To run this example, use the following steps:

  1. Click Workspaces icon. Workspace in the sidebar of your Databricks workspace to open the workspace browser.

  2. Use the workspace browser to select a directory for the Python modules.

  3. Click Kebab menu icon. in the rightmost column of the selected directory and click Create > File.

  4. Enter a name for the file, for example, clickstream_raw_module.py. The file editor opens. To create a module to read source data into a table, enter the following in the editor window:

    Python
    from dlt import *

    json_path = "/databricks-datasets/wikipedia-datasets/data-001/clickstream/raw-uncompressed-json/2015_2_clickstream.json"

    def create_clickstream_raw_table(spark):
    @table
    def clickstream_raw():
    return (
    spark.read.json(json_path)
    )
  5. To create a module that creates a new table containing prepared data, create a new file in the same directory, enter a name for the file, for example, clickstream_prepared_module.py, and enter the following in the new editor window:

    Python
    from clickstream_raw_module import *
    from dlt import read
    from pyspark.sql.functions import *
    from pyspark.sql.types import *

    def create_clickstream_prepared_table(spark):
    create_clickstream_raw_table(spark)
    @table
    @expect("valid_current_page_title", "current_page_title IS NOT NULL")
    @expect_or_fail("valid_count", "click_count > 0")
    def clickstream_prepared():
    return (
    read("clickstream_raw")
    .withColumn("click_count", expr("CAST(n AS INT)"))
    .withColumnRenamed("curr_title", "current_page_title")
    .withColumnRenamed("prev_title", "previous_page_title")
    .select("current_page_title", "click_count", "previous_page_title")
    )
  6. Next, create a Python file in your pipeline source. From the pipeline editor, choose Plus icon. Add, then tranformation.

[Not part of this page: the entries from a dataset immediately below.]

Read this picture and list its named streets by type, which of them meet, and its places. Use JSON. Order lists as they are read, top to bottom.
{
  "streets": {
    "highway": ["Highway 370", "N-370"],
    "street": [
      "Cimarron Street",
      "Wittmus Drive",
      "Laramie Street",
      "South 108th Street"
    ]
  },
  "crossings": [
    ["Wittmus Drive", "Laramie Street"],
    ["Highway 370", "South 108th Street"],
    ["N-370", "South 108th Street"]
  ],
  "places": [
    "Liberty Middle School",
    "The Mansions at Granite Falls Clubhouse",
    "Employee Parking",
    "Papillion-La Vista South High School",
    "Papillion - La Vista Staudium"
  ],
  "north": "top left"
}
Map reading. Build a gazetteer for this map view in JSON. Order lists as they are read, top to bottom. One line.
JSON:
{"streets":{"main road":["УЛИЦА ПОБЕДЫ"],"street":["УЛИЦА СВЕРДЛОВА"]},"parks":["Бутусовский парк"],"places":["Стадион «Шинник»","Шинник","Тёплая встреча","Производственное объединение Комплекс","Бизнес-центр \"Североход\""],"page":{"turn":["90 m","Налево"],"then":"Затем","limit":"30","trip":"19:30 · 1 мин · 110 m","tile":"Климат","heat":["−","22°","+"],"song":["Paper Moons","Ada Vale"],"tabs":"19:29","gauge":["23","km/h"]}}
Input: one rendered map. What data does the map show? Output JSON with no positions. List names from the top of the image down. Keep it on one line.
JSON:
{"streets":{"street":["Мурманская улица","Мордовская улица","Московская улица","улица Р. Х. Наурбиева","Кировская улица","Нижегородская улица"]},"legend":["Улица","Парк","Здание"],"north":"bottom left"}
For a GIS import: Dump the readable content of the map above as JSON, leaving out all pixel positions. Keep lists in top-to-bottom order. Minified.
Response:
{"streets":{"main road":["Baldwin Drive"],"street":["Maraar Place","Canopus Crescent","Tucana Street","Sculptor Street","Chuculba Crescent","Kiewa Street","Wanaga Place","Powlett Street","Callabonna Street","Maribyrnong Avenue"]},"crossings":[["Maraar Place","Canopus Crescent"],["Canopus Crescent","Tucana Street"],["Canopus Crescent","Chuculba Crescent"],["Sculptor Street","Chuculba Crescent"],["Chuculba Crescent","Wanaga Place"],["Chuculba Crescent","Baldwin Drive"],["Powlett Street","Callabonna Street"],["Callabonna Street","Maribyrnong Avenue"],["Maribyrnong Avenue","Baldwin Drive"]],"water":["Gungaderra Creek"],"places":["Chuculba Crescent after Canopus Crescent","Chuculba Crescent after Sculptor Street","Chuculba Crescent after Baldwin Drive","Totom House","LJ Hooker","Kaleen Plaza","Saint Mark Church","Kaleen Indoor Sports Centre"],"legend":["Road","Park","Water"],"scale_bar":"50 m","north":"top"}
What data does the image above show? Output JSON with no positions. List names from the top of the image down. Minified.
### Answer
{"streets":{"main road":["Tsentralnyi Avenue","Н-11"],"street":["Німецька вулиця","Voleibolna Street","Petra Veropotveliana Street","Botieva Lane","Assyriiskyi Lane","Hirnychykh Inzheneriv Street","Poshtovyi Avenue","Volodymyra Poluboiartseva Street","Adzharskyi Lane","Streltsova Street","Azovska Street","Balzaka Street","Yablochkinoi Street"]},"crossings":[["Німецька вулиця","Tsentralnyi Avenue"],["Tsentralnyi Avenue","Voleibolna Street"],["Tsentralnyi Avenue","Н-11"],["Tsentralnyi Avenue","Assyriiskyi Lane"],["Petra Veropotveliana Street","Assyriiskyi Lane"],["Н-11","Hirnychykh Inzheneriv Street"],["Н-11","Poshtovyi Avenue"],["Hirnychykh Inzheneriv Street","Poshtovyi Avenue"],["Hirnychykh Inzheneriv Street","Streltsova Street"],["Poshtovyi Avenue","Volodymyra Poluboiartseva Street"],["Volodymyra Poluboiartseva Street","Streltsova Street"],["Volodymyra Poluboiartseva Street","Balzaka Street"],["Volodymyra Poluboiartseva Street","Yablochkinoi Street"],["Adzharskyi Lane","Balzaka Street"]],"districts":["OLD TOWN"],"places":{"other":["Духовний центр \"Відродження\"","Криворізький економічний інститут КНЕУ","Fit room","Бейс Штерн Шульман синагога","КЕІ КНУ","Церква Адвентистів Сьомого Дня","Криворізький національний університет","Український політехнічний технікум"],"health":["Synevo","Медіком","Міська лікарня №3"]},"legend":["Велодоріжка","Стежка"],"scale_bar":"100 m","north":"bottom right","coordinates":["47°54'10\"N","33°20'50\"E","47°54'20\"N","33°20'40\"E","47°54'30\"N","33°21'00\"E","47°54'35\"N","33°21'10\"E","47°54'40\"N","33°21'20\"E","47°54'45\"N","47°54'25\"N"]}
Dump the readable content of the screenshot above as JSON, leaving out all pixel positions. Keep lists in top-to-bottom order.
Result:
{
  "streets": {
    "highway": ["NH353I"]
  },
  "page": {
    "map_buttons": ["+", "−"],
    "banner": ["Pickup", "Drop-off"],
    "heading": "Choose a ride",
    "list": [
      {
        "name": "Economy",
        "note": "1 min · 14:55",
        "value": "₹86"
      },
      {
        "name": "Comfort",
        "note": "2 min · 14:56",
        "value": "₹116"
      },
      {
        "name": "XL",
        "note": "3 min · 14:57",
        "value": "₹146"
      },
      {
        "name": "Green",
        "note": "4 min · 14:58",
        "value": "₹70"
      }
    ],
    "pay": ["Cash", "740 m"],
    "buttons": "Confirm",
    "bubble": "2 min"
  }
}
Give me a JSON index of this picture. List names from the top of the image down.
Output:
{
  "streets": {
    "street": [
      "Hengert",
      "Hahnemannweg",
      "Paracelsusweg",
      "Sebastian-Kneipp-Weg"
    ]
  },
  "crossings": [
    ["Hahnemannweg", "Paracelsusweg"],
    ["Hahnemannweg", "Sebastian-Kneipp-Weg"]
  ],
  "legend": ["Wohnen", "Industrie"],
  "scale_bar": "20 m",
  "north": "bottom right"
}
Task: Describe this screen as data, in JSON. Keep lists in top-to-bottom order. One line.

  7. Name your file and confirm Python is the default language.

  8. Click Create.

  9. Enter the following example code in the notebook.

    note

    If your notebook imports modules or packages from a workspace files path or a Git folders path different from the notebook directory, you must manually append the path to the files using sys.path.append().

    If you are importing a file from a Git folder, you must prepend /Workspace/ to the path. For example, sys.path.append('/Workspace/...'). Omitting /Workspace/ from the path results in an error.

    If the modules or packages are stored in the same directory as the notebook, you do not need to append the path manually. You also do not need to manually append the path when importing from the root directory of a Git folder because the root directory is automatically appended to the path.

    Python
    import sys, os
    sys.path.append(os.path.abspath('<module-path>'))

    import dlt
    from clickstream_prepared_module import *
    from pyspark.sql.functions import *
    from pyspark.sql.types import *

    create_clickstream_prepared_table(spark)

    @dlt.table(
    comment="A table containing the top pages linking to the Apache Spark page."
    )
    def top_spark_referrers():
    return (
    spark.read.table("catalog_name.schema_name.clickstream_prepared")
    .filter(expr("current_page_title == 'Apache_Spark'"))
    .withColumnRenamed("previous_page_title", "referrer")
    .sort(desc("click_count"))
    .select("referrer", "click_count")
    .limit(10)
    )

    Replace <module-path> with the path to the directory containing the Python modules to import.

  10. To run the pipeline, click Run pipeline.